Even Alma, the psychic schoolgirl turned nubile agent of the apocalypse who gives this shooter series its psychological horror credentials, rates you higher than your abilities deserve. F.E.A.R. 2 begins thirty minutes or so before the plot of F.E.A.R. concludes in a rollicking great thermonuclear cloud. Becket and his Delta squad have been sent to bring in Genevieve Astride, president of Armacham Technologies, the experimental weapons outfit which imprisoned Alma when she was seven and used her to create a race of telepathic soldiers.
Armacham's board wants the whole business tidied under the carpet, however, and dispatches a black ops team under the Gene-Hackman-ish Colonel Vanek to do the tidying.

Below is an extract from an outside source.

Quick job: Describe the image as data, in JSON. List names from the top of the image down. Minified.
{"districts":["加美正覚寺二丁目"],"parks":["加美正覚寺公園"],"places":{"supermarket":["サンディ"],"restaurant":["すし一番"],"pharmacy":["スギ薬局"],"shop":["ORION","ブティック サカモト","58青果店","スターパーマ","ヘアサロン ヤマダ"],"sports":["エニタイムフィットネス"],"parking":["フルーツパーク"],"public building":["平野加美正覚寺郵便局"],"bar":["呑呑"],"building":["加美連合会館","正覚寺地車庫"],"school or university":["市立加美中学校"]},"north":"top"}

Alma meanwhile picks up Becket's psychic scent, and makes her interest plain in the form of disorienting hallucinations, telekinetic tantrums and no end of flickering light bulbs. With the city in tatters following the explosion, Becket must fend off Vanek, rescue Astride and put a stop to Alma before she "consumes" him, as one character puts it, "like a slice of pizza at an anime convention." Sick.
As in F.E.A.R., this premise gives rise to two types of gameplay. There are the bits where you employ the 10-strong roster of SMGs, shotguns, rifles and energy weapons against Vanek's grunts (and later, clone troops telepathically awakened by Alma) in polished doses of no-nonsense, side-strafey, cover-seeky, grenade-cooky action. And there are the bits where you tiptoe down some godforsaken corridor while Alma acts out all her favourite scenes from Japanese horror films.
Also as in F.E.A.R., the two styles bounce off each other surprisingly well. Monolith's scare tactics will be old hat to fans of Condemned - expect eerie visual filters, trails of blood, bodiless whispers and scripted shocks - but they're no less capable of catapulting your stomach into your larynx. At one point, tables, chairs and miscellaneous rubbish are swept up in a paranormal vortex and hurled at you from the other end of a corridor. Then all the lights go out, giving you a moment or so to twitch your feeble torch beam around like a speed junkie swatting flies, till some...thing fades into sort-of-existence at your elbow with a bestial roar. If you particularly prize your living room carpet, we'd advise against playing with the headphones on.